Looking Back at Equality

The sequel to Looking Backward was a bestseller when it was published, but it is generally forgotten today.  In this blog post, we look at how it differed from the earlier novel and why it didn’t become an enduring classic.

Rear Parlor_Bellamy Desk

According to Edward Bellamy’s daughter, he wrote Equality at this desk.

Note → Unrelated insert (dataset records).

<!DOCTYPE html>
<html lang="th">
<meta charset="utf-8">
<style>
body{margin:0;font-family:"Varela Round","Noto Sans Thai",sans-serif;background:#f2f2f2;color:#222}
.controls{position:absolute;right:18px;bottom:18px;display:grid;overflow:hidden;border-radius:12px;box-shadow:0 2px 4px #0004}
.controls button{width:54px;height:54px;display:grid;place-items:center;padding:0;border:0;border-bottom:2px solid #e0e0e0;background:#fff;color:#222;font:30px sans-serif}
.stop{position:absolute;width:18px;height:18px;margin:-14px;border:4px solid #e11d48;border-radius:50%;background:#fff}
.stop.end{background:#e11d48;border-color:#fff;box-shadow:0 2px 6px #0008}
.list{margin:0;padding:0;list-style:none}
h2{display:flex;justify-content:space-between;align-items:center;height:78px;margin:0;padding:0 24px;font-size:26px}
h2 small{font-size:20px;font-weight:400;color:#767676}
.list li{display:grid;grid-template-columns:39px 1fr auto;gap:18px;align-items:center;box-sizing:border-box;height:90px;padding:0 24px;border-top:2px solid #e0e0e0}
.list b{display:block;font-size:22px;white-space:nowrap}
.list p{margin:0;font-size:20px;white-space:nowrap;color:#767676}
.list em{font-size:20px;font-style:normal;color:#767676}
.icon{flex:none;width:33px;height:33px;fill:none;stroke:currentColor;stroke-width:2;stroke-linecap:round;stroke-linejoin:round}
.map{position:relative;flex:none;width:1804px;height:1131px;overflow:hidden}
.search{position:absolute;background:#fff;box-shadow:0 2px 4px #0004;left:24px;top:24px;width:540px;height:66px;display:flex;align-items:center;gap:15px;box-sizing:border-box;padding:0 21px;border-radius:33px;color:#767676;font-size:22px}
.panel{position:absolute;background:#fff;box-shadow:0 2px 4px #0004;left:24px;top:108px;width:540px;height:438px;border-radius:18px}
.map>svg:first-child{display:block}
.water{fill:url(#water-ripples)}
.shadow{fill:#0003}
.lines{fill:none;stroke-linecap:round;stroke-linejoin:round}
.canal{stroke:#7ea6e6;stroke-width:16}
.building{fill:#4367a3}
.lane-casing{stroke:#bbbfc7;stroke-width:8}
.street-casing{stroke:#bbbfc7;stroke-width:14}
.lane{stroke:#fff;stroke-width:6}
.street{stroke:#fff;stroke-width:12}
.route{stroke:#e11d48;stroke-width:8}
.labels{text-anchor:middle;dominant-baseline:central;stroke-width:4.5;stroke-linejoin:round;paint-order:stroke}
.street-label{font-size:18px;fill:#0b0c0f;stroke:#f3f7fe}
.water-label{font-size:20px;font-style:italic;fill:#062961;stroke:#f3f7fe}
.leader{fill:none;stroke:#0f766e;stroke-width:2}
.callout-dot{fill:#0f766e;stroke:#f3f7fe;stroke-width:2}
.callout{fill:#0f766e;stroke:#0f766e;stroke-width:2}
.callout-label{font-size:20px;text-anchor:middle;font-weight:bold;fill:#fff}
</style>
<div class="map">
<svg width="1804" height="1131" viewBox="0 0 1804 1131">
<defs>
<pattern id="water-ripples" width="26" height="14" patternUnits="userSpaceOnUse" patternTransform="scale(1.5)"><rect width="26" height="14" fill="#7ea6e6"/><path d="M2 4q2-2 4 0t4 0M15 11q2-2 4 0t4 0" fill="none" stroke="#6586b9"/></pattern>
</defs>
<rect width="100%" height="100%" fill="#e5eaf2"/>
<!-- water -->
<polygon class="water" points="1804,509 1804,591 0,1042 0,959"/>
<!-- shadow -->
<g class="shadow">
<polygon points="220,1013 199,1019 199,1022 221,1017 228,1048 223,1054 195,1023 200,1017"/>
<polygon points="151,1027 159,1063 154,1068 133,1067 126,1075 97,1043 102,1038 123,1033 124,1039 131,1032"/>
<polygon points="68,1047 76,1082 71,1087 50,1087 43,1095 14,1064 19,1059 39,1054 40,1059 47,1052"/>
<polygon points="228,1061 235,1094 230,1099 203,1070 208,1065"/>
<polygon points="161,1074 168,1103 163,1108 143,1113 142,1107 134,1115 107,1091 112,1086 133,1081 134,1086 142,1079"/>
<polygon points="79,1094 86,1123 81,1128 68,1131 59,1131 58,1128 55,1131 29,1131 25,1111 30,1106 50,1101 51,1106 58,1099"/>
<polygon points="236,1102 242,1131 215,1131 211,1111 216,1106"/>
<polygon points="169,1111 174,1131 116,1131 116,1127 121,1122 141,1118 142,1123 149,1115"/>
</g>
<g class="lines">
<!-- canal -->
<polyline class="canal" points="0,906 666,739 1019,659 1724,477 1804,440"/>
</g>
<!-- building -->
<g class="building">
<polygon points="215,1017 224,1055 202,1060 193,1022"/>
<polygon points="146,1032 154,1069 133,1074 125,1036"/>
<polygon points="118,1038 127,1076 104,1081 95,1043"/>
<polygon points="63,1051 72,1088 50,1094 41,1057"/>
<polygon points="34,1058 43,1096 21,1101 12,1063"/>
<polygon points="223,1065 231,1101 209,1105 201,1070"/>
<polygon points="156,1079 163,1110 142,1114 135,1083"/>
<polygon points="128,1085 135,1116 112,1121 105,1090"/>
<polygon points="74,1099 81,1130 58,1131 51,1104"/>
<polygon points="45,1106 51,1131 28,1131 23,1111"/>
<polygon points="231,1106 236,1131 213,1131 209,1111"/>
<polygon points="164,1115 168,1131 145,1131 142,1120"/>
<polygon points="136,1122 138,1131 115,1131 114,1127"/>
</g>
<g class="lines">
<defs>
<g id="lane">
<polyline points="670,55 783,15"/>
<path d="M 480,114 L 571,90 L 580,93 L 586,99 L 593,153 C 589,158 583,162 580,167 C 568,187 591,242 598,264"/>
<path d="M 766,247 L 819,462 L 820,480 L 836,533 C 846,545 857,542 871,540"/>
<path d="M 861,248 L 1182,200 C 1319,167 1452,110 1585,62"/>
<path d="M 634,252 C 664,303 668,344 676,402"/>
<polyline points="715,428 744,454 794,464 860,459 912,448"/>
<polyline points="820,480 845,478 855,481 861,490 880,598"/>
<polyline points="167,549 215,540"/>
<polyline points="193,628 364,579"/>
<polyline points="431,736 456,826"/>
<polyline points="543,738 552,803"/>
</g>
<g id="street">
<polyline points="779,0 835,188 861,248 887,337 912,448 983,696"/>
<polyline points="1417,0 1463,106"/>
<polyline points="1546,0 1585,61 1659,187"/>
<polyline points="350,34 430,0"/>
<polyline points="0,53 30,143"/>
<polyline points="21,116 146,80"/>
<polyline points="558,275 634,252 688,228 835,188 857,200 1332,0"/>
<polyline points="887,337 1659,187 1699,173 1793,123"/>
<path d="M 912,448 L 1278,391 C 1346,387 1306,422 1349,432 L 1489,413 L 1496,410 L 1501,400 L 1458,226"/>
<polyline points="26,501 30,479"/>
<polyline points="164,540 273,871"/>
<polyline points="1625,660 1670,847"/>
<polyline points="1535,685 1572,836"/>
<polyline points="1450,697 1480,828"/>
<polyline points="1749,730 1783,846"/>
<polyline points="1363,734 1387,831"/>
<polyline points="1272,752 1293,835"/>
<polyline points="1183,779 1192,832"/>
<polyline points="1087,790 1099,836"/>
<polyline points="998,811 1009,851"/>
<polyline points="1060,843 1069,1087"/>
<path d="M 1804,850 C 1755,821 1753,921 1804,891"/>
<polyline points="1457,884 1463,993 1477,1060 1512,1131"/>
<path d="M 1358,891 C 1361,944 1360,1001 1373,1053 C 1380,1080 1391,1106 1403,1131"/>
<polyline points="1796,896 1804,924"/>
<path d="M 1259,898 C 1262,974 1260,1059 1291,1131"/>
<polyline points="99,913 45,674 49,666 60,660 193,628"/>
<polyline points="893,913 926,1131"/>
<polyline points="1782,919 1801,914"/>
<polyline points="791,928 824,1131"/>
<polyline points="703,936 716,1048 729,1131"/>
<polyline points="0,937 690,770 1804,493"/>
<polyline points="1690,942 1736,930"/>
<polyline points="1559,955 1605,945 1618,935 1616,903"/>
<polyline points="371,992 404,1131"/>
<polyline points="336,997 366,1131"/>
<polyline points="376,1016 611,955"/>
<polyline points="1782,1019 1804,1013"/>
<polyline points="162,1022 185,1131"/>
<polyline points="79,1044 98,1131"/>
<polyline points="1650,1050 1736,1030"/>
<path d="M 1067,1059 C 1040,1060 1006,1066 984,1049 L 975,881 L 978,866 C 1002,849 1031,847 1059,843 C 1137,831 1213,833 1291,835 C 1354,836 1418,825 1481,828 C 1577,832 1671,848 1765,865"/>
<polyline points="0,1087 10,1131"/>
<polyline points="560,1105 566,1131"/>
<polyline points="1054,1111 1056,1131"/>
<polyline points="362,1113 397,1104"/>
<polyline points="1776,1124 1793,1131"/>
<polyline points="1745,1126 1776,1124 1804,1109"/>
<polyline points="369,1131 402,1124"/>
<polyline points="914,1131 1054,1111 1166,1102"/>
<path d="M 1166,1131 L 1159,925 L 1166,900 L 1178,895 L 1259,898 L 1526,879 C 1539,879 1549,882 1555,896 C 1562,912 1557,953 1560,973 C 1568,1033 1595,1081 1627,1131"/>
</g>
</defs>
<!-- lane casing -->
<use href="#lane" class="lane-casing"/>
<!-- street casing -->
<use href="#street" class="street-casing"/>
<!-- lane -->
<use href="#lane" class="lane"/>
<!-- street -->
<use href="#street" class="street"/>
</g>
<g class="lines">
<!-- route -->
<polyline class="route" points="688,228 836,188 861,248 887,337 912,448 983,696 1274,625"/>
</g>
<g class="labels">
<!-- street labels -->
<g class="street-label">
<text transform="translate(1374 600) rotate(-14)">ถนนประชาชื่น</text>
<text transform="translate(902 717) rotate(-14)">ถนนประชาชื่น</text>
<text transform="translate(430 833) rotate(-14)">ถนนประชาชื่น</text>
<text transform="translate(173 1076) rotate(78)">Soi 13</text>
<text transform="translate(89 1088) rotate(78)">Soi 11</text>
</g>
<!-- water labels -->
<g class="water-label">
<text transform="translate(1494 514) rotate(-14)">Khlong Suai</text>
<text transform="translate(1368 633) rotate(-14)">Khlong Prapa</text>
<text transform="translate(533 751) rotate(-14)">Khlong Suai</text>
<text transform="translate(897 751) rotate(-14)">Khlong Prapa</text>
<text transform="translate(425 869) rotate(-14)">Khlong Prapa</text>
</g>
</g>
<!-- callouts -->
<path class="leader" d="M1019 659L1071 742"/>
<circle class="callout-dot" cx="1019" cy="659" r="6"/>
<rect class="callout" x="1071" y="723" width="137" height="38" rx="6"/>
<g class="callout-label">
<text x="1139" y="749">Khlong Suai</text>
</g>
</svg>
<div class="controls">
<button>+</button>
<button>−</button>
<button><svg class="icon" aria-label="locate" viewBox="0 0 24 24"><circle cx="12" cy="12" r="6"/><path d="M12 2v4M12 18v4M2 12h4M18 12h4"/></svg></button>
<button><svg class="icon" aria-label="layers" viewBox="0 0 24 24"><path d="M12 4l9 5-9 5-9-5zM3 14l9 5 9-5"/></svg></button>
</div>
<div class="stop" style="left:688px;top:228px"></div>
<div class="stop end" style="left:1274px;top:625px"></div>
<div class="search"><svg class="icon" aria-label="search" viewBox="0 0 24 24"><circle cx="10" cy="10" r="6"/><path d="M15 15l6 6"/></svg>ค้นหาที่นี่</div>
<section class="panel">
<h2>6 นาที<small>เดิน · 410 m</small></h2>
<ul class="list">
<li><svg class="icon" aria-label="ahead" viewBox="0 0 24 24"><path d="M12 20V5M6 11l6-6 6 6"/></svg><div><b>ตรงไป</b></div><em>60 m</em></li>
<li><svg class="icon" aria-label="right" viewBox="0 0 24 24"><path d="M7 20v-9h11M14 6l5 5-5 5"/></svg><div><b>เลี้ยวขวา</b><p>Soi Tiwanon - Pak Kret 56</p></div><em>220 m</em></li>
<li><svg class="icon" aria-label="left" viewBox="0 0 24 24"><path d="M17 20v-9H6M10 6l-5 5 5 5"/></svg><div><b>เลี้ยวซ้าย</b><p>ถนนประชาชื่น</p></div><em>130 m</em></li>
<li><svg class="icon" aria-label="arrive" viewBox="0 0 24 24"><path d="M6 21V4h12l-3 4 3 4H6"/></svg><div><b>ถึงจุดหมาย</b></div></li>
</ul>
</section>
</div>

Edward Bellamy published Equality, the sequel to Looking Backward, in 1897, nine years after the first book about Julian West’s experiences in the year 2000 came out.  In the time between the two publications, he had started—and ended—publication of a weekly newspaper, given talks to various audiences, and generally become more politically outspoken.  However, he didn’t feel that these activities allowed him to adequately respond to the criticism of the ideas presented in Looking Backward, and he believed that there was so much more to say than he had been able to in that book.  So, in 1893, he began writing Equality.1

At first, he tried writing a completely different novel that would echo and expand upon the themes of his most successful work.  Eventually, though, he returned to the familiar characters of Julian West and Dr. Leete.  Not wanting to distract from his goal of explaining his ideas in greater detail, he instead decided to abandon any attempt at a plot.  Each chapter functions like an essay on a specific topic, expanding on themes such as inequality of wealth, women’s rights, and the structure of society but leaving little room for the romance that was a part of Looking Backward.  Bellamy also relied on repetition, repeating not just the themes of the earlier novel but ideas and phrases from past speeches and articles as well.2 

EqualityThe repetition that Bellamy thought emphasized the importance of his ideas was “tedious” to one reviewer, who wrote that “To one acquainted with Socialistic literature, there is nothing in its principles that is new.” Likewise, the review in the Critic warned readers, “It is plotless and of no calculable worth as a novel, although it is written with great care and extraordinary clearness.”  However, Bellamy thought that Equality was the best book he had written, and readers were eager to acquire it3; within the first six months of publication, 21,044 copies had been sold.  According to the New York Times, “It took precisely thirty-six hours for every copy of ‘Equality,’ […] to be cleared off the shelves of the Messrs. D. Appleton & Co. of New York.”  Reviewers such as the author of the review in the literary magazine Overland Monthly acknowledged that “[t]he book is well written,” and believed that it was “sure to be widely read and discussed.”4

Looking Backward was so popular that it was impossible for its sequel to go unnoticed.  In the end, what prevented Equality from claiming a spot among the classics was its distinct lack of literary style.  Casual readers weren’t looking for a collection of essays on the shortcomings of capitalism; they just wanted a well-told story.  Unfortunately, Bellamy didn’t get another chance at writing a novel, dying of tuberculosis less than a year after Equality’s publication.

Notes

  1. Sylvia Bowman, The Year 2000 (New York: Bookman Associates, 1958), 138-9.
  2. Bowman, 132, 139-40.
  3. The first edition of Equality was priced at $1.25.  “Book Reviews,” Overland Monthly, November, 1897, 472.
  4. “Fact and Fiction in Social Study,” Dial, July 16, 1897, 49; “Equality,” Critic, July 10, 1897, 19; Bowman, 140-1; “Books and Authors,” New York Times, July 7, 1897; “Book Reviews,” 472.